- Traditional Chinese: 顏師古
- Simplified Chinese: 颜师古

Standard Mandarin
- Hanyu Pinyin: Yán Shīgǔ
- IPA: [jɛ̌n ʂɻ̩́.kù]

= Yan Shigu =

Chinese historian in the Tang dynasty

Yan Shigu (顏師古 (Yen Shih-ku)) (581–645), formal name Yan Zhou (顏籀), but went by the courtesy name of Shigu, was a famous Chinese historian, linguist, politician, and writer of the Tang dynasty.

==Biography==
Yan was born in Wannian (萬年, in modern Xi'an, Shaanxi). His ancestors were originally from Langya (modern-day Linyi, Shandong). Yan's grandfather Yan Zhitui was an official under the Northern Qi. After the fall of Northern Qi, Zhitui became an official of the Northern Zhou, and moved his family to Guanzhong. His son Yan Silu, Yan's father, was also an official, and served in the residence of Li Shimin, future Emperor Taizong.

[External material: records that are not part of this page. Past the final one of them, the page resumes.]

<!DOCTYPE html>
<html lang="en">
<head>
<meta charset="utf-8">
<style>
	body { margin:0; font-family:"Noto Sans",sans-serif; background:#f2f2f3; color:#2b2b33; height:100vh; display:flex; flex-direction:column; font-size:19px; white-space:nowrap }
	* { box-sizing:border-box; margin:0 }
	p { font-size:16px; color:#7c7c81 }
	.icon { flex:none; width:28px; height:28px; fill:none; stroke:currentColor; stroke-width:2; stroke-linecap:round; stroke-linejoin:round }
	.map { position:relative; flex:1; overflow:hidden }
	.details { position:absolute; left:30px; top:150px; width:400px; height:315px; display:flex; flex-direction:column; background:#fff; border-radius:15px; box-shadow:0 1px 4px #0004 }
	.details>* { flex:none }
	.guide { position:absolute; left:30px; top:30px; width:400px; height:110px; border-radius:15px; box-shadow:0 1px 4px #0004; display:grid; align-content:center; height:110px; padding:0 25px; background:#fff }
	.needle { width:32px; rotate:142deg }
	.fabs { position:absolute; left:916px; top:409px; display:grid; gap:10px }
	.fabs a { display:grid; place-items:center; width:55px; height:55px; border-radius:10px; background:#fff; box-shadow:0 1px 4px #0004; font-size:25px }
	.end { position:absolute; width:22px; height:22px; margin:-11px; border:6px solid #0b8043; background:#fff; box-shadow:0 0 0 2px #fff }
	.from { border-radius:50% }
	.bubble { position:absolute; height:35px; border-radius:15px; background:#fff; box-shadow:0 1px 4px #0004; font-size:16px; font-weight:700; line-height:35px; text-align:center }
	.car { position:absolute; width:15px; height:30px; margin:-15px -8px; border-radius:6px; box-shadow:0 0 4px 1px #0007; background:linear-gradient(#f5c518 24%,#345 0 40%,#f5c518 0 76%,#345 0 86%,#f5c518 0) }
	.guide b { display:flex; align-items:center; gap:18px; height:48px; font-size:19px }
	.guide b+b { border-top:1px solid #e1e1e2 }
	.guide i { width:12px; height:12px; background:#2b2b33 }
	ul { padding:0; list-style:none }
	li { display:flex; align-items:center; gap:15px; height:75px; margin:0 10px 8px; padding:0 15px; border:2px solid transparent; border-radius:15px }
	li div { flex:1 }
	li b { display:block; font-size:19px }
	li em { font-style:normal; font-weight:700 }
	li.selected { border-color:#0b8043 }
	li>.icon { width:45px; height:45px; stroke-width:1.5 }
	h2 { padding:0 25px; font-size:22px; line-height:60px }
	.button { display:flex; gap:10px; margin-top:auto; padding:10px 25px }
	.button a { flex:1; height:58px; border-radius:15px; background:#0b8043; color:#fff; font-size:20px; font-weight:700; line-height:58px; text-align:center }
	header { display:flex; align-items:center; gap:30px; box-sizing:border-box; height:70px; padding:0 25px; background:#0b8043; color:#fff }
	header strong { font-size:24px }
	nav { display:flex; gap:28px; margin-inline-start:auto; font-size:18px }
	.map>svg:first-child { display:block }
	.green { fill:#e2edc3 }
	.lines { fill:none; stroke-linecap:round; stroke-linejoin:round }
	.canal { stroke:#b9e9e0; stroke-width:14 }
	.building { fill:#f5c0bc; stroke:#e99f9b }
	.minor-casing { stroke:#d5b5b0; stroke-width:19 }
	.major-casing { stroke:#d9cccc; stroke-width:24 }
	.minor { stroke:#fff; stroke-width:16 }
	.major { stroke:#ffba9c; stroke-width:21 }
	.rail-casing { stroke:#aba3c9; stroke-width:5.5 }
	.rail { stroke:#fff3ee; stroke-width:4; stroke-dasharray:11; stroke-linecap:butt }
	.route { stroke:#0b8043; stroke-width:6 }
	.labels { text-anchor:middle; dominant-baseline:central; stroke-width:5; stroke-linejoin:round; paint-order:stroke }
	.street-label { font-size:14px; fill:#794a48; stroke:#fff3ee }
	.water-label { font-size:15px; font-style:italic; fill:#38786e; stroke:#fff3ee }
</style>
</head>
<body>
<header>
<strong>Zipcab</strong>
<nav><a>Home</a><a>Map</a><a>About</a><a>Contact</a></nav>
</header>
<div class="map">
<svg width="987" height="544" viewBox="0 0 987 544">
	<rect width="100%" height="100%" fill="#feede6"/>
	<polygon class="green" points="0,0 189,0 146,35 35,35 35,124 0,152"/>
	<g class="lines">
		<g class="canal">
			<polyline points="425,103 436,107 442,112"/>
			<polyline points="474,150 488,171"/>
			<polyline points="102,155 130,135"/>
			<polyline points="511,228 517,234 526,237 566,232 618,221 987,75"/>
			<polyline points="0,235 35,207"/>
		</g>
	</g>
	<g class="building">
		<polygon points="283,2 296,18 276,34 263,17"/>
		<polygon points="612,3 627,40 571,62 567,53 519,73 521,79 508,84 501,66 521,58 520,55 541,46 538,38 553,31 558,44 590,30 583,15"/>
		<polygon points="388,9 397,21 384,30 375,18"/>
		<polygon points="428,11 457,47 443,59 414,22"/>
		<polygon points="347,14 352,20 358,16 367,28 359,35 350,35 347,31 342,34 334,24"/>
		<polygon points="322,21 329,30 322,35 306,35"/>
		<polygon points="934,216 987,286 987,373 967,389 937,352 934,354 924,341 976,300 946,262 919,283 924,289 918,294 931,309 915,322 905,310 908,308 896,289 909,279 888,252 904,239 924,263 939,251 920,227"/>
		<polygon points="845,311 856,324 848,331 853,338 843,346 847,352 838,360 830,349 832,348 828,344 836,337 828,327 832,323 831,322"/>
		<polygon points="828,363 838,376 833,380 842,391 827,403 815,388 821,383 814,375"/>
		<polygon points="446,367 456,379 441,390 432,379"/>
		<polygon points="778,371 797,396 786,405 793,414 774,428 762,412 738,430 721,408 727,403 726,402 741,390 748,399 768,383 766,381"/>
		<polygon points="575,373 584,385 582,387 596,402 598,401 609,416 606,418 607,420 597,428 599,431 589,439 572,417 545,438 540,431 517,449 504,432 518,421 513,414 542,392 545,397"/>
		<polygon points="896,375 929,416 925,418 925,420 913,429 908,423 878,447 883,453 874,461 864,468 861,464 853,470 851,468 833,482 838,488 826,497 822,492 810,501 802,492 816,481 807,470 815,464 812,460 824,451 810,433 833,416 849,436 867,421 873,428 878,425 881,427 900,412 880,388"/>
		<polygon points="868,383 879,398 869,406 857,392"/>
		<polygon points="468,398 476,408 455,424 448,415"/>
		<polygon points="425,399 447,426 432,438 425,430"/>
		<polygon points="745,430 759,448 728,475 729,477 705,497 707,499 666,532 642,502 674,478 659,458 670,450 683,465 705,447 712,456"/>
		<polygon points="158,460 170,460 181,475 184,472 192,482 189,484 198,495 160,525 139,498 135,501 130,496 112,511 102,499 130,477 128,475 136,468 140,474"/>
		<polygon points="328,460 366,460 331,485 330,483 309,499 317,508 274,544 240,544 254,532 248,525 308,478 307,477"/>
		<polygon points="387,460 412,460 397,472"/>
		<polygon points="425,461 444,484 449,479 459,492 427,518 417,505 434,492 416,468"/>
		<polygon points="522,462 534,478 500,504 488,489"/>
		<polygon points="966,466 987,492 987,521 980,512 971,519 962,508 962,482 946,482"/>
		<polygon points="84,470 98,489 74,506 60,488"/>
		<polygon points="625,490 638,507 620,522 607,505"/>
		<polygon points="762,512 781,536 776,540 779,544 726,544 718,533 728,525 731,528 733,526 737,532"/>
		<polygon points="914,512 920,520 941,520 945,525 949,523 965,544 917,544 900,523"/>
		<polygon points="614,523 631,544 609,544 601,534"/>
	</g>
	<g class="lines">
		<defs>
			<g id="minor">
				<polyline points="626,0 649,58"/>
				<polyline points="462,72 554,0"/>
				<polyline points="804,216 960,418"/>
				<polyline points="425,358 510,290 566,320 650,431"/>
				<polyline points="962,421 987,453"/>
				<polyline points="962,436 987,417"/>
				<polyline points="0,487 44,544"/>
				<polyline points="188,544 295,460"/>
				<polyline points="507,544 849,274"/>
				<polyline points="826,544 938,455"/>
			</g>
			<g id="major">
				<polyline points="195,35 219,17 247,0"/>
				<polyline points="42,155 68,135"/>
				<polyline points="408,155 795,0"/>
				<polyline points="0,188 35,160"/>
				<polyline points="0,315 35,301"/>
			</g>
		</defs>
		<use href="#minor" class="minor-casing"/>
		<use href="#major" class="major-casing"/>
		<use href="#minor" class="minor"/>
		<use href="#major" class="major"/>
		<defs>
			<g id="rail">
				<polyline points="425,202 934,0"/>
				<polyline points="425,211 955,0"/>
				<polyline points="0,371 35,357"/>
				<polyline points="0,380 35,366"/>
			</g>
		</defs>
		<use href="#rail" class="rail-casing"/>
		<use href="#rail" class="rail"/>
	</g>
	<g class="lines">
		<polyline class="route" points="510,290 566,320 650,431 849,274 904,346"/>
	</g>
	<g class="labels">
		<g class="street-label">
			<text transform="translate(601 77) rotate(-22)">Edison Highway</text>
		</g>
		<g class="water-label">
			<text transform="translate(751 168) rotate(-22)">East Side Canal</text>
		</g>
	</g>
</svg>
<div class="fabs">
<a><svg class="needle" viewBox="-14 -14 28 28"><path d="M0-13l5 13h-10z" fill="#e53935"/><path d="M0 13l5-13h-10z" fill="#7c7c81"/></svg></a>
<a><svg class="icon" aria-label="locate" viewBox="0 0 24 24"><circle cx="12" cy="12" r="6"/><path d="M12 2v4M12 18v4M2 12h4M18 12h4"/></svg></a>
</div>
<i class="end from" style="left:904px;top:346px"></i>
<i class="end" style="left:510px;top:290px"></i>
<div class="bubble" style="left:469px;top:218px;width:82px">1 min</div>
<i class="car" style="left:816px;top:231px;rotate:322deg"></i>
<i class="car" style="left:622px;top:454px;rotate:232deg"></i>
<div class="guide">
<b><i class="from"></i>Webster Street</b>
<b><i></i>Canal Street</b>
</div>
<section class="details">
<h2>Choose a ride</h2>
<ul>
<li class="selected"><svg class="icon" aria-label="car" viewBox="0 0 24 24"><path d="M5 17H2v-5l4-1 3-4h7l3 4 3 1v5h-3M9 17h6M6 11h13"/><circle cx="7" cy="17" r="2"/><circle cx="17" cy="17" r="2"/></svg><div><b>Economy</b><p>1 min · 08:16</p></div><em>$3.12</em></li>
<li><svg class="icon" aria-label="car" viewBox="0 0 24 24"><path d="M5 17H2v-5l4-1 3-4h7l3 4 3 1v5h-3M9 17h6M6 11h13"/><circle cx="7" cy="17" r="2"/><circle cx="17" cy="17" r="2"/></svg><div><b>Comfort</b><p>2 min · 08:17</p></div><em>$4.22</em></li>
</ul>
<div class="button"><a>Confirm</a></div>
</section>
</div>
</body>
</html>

Yan was well-read during his youth and was familiar with philology. Recommended by Li Gang (李綱), he was given a post at Anyang county (now Xiangyang, Hubei) during the reign of Emperor Wen of Sui. One of his father's old friends, Xue Daoheng (薛道衡), was impressed by Yan's talent, and often asked for his comments on his new works. For some reason, Yan Shigu was later dismissed, and took up residence at Chang'an. During the next ten years, he lived in poverty and taught for a living. He was later granted several important official posts during the Tang dynasty. Yan was promoted when Li Shimin ascended the throne, but resumed his duty after his mother's funeral.

After years of struggle, Yan was then demoted, but was subsequently ordered to revise the Five Classics in the imperial library. He wrote commentaries on several Chinese classic texts such as the Shiji and the Book of Han. According to the New Book of Tang, he died on the road during an expedition to Goguryeo in 645.

==Ancestors and descendants==
Yan Zhitui's father was Yan Xie (颜协; 498 - 539). Yan Xie's father was Yan Jianyuan.

Yan Yuansun (顏元孫, the author of Ganlu Zishu), Yan Zhenqing and Yan Gaoqing (颜杲卿, official of Tang dynasty and cousin of Yan Zhenqing) were Yan Shigu's descendant.